▶ _Exercise goal_:
Please repeat the records below exactly, from the first line through the line containing "2px #5c492e) drop-shadow(0", and nothing more.

Records from a data source:
↓

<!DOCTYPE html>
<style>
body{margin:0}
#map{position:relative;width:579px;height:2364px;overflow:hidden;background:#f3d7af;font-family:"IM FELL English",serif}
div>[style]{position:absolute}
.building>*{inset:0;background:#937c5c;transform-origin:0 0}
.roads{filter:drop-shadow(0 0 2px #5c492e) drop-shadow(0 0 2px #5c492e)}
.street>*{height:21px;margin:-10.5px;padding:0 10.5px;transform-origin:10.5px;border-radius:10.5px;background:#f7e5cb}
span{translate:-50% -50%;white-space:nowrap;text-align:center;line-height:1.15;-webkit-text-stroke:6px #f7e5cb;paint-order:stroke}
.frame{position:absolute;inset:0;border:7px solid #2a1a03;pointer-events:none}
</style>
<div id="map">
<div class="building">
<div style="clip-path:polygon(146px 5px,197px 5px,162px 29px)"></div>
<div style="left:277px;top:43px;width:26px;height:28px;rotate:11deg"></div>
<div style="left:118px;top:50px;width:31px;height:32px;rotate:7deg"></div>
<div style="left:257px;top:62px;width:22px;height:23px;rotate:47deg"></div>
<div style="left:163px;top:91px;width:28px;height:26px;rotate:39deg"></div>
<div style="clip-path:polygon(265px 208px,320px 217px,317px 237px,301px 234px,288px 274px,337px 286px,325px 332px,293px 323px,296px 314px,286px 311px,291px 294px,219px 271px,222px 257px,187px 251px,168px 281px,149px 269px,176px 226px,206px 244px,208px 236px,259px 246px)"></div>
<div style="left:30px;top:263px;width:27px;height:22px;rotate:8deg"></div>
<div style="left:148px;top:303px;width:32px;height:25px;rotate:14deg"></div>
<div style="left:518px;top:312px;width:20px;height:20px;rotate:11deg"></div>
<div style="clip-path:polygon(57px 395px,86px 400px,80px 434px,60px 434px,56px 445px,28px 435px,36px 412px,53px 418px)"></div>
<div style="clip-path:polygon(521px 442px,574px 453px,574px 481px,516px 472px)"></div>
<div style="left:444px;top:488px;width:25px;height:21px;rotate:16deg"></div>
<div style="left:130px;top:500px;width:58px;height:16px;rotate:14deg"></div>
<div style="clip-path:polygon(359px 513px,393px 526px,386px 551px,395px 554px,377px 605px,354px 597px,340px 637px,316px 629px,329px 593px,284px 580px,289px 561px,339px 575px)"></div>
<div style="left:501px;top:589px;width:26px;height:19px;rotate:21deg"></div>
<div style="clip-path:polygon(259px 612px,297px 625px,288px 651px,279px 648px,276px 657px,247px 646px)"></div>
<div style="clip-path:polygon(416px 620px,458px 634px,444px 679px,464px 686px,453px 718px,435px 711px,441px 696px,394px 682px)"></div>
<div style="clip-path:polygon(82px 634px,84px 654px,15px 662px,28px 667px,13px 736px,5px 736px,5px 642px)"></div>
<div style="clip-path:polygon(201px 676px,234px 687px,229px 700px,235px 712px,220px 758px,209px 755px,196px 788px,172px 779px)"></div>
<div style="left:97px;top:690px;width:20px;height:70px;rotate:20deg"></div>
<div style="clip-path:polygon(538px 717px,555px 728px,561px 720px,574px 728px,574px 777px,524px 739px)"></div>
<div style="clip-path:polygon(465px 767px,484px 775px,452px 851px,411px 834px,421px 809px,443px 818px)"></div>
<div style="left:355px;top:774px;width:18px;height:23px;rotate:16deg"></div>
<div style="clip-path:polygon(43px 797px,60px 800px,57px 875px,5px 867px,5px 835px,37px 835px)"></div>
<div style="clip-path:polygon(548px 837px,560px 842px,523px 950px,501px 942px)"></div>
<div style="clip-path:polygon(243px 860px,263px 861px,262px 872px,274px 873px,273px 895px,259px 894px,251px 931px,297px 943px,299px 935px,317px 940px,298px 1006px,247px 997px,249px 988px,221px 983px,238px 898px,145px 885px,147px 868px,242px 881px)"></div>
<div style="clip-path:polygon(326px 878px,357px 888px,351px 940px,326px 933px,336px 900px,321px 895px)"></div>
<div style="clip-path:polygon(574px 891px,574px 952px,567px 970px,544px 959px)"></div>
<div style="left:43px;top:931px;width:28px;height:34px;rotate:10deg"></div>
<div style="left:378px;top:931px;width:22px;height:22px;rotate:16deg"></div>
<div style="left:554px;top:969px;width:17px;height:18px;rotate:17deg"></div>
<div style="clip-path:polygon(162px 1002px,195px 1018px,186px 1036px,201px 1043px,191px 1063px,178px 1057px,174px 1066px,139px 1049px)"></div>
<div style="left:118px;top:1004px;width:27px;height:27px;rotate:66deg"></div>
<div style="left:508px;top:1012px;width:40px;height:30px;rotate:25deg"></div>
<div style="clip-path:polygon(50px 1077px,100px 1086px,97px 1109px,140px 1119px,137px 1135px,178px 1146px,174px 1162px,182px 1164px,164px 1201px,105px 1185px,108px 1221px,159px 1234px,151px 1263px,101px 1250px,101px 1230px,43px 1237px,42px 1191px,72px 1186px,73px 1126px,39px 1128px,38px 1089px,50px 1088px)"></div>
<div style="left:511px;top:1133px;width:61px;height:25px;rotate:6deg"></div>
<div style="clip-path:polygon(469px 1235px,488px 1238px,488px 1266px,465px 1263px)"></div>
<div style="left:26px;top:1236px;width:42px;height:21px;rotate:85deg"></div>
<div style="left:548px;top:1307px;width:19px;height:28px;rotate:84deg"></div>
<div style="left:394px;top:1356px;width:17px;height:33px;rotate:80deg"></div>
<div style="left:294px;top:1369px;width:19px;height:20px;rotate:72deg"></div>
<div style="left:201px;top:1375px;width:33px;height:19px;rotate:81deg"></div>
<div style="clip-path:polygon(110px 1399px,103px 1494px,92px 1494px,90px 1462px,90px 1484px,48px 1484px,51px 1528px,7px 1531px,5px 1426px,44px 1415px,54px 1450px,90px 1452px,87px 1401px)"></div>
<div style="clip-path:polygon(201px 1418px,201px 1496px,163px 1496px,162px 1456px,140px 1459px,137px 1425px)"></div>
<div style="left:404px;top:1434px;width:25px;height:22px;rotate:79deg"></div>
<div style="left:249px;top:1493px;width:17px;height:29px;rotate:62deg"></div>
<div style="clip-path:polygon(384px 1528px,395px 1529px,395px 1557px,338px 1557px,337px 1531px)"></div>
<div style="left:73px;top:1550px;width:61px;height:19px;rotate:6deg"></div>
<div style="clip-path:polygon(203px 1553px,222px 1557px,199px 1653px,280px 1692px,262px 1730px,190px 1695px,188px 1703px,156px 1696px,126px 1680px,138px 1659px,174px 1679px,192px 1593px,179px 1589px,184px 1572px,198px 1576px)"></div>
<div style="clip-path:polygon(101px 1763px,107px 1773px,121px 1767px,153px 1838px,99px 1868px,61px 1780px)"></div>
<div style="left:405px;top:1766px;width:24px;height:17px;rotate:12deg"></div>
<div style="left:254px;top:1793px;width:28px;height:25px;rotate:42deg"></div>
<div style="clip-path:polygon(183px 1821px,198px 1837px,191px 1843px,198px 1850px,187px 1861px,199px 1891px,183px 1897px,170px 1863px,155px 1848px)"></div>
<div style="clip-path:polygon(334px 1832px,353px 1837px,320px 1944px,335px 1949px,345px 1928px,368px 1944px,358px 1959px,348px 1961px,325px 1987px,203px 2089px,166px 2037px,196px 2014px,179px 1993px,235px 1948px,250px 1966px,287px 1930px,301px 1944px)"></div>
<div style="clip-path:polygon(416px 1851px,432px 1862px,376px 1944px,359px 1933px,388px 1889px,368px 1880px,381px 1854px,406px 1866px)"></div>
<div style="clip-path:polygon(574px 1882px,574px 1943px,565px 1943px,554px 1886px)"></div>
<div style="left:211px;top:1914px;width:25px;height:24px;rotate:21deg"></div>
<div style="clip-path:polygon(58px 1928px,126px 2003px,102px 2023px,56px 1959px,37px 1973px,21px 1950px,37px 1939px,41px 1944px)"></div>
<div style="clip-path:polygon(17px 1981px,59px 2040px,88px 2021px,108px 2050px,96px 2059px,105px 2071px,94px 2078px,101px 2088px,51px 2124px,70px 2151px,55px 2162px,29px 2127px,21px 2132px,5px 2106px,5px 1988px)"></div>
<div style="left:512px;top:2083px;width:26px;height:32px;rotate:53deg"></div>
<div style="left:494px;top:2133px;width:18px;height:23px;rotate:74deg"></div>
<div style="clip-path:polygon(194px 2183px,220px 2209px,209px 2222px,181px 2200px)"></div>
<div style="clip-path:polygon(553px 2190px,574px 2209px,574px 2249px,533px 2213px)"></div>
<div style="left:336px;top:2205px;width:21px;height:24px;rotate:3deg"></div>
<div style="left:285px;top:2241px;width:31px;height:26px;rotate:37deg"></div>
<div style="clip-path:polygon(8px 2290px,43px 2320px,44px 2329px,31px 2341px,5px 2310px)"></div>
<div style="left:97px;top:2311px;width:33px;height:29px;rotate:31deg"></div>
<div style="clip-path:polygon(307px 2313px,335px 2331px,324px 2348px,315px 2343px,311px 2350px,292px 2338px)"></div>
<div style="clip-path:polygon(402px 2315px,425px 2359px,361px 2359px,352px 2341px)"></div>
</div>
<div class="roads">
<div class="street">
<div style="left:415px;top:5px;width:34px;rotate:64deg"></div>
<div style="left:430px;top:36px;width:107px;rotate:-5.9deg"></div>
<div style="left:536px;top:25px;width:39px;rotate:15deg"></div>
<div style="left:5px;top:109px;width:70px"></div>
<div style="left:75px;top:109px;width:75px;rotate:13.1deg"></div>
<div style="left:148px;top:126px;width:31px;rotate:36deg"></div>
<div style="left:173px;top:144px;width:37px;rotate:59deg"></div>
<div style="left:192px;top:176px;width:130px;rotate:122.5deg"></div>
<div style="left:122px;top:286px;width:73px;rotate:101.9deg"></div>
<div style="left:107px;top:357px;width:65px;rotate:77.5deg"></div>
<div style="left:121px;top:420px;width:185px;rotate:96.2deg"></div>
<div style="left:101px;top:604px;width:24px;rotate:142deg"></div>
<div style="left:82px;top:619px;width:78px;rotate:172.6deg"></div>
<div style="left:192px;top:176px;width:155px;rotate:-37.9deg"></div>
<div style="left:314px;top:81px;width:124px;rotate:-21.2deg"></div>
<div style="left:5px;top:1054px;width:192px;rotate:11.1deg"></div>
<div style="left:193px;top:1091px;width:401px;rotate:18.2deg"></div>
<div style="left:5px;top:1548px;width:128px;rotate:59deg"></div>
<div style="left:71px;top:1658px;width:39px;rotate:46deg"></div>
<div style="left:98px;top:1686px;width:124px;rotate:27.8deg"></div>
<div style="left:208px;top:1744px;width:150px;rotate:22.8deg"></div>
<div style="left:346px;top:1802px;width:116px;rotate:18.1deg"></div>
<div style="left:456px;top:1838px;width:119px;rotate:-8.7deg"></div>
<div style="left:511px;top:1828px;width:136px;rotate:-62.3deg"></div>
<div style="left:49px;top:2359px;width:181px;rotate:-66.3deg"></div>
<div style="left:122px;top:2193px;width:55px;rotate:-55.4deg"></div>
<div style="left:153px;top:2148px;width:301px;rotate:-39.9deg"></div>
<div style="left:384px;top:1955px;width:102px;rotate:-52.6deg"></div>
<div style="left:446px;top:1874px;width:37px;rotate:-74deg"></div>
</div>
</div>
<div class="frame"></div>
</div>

↑

▶ _The completed task_:
<!DOCTYPE html>
<style>
body{margin:0}
#map{position:relative;width:579px;height:2364px;overflow:hidden;background:#f3d7af;font-family:"IM FELL English",serif}
div>[style]{position:absolute}
.building>*{inset:0;background:#937c5c;transform-origin:0 0}
.roads{filter:drop-shadow(0 0 2px #5c492e) drop-shadow(0 0 2px #5c492e)}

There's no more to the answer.